I don’t honestly believe that all of the details can be condensed into one post.
My birth parents were not stable people.
At the age of nine years old my older sister pretty much raised me and my younger sibling.
They both loved me and my siblings incredibly though. I know this because I’ve been told reverently many times that my birth father did, and because my birth mother chose to give us up for adoption.
But, a loving parent does not always make a good one.
The first time that I was taken into care I’m told that they picked me up from a bar at three or four years old.
I lived in three or four foster homes after that, from what I remember. They were all good ones, all but one of them ended up not working out.
When I was six, I went back to live with my birth Mom.
There were many experiences that I had during this time. Like calling emergency services because of an altercation between my birth mother and step father. Listening to her beg them not to bring the police, or being surrounded by people who didn’t make me feel safe.
I remember many times listening to screaming from my bedroom and not knowing what would happen.

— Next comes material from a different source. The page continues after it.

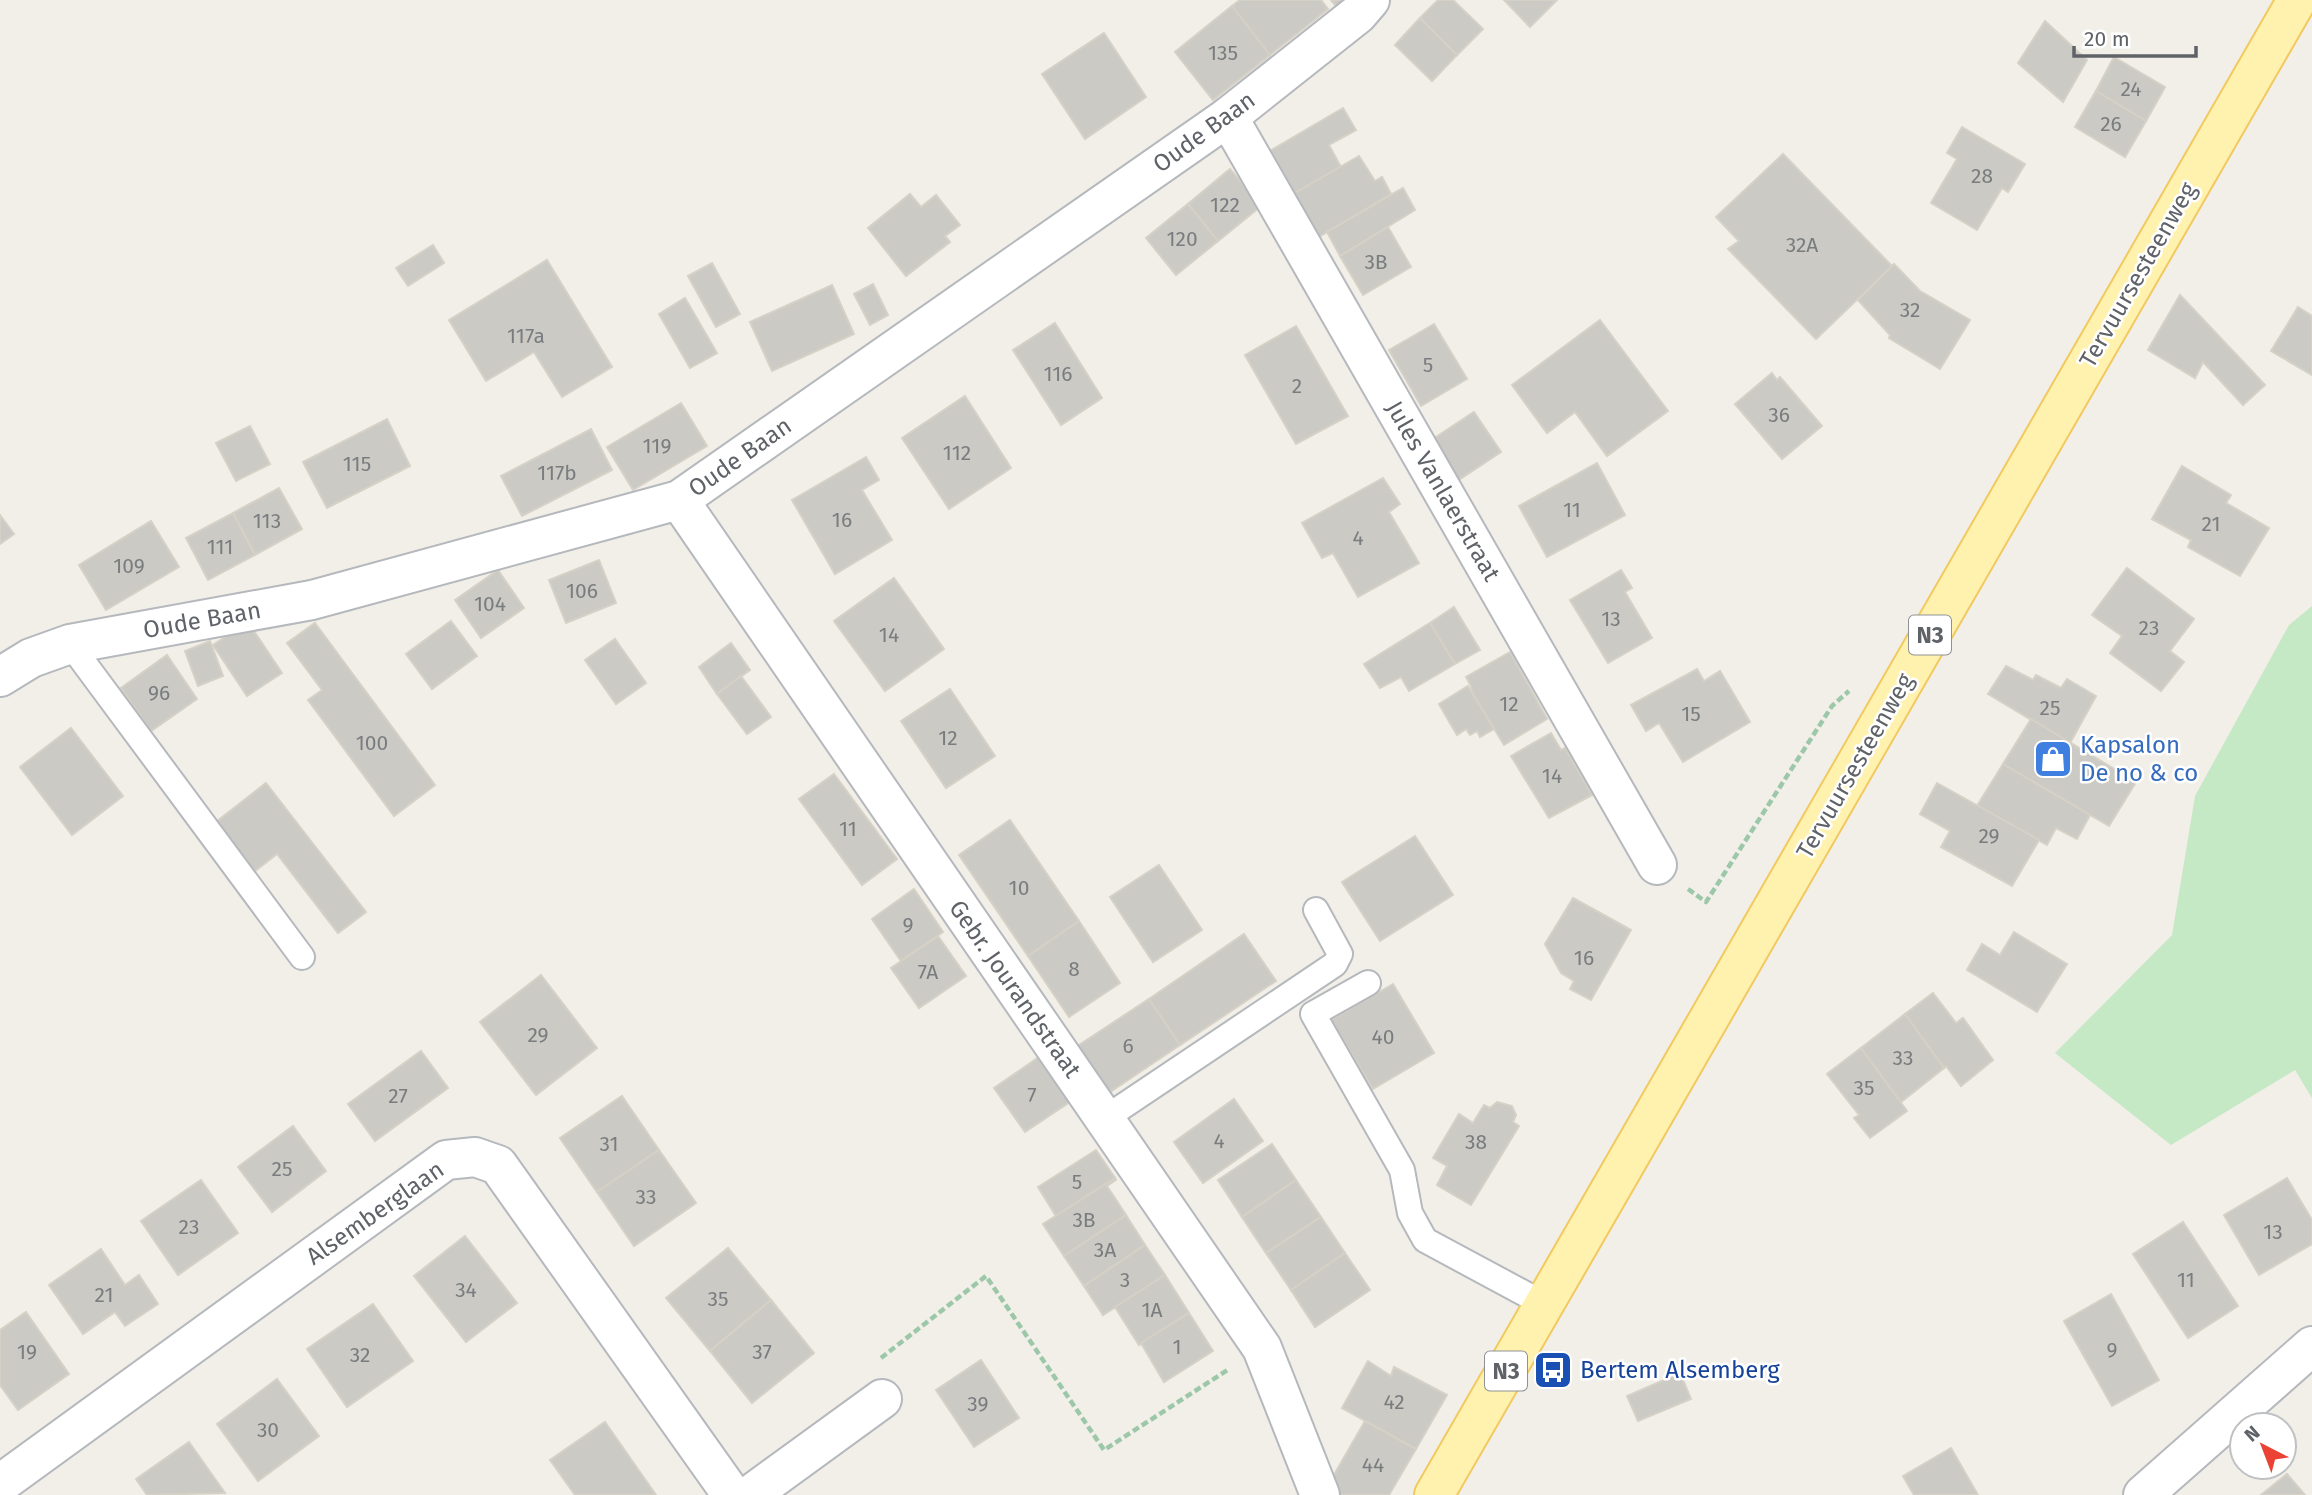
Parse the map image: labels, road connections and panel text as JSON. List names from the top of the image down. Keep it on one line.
{"streets":{"main road":["Tervuursesteenweg","N3"],"street":["Oude Baan","Jules Vanlaerstraat","Gebr. Jourandstraat","Alsemberglaan"]},"crossings":[["Oude Baan","Jules Vanlaerstraat"],["Oude Baan","Gebr. Jourandstraat"]],"places":{"shop":["Kapsalon De no & co"],"bus stop":["Bertem Alsemberg"]},"house_numbers":["135","24","26","28","122","120","32A","3B","32","117a","5","116","2","36","119","112","115","117b","11","16","113","21","4","111","109","106","104","13","23","14","96","12","25","15","12","100","14","11","29","10","9","16","8","7A","29","40","6","33","35","7","27","4","38","31","25","5","33","3B","23","13","3A","3","11","34","21","35","1A","1","9","19","37","32","42","39","30","44"],"scale_bar":"20 m","north":"top left"}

This lasted for about half a year until she decided that it would be better for me to be adopted. The details are fuzzy, but it came after my stepdad had gotten angry with me for turning the television up “too loud”. I was pulled into my birth Mom’s bedroom and asked “do you want to continue to live with me, or would you like to live with another family”. I never gave it much thought after I gave her my answer, but it must have taken a lot to ask me that question.
This decision was born out of selflessness and knowing that my sibling and I deserved better.
Thanks to this decision, we were able to go into dance. We were able to do sports, and we didn’t have to worry about the stability of our home. I was able to graduate with big dreams, although those didn’t actually come until the past year or so. Meeting the amazing man who I did, I’m sure was also made possible by this decision of hers.
This truly was the best decision that she could have made for me. I will always be grateful for it.
Even though I was an angry and hurt kid, that is the path that I needed to take to become who I am today. To be surrounded by the people who I am today. I will never tell another being how they should feel about their adoption story because that is their’s to experience, but this is how I feel about mine.
Adoption isn’t pretty or a fairytale. Nor should it be a back up plan. But adoption is love; and I am forever grateful for love.
Wow Kendra. This is such a positive way of looking at the experiences that you have had. I’m completely in awe and lost for words.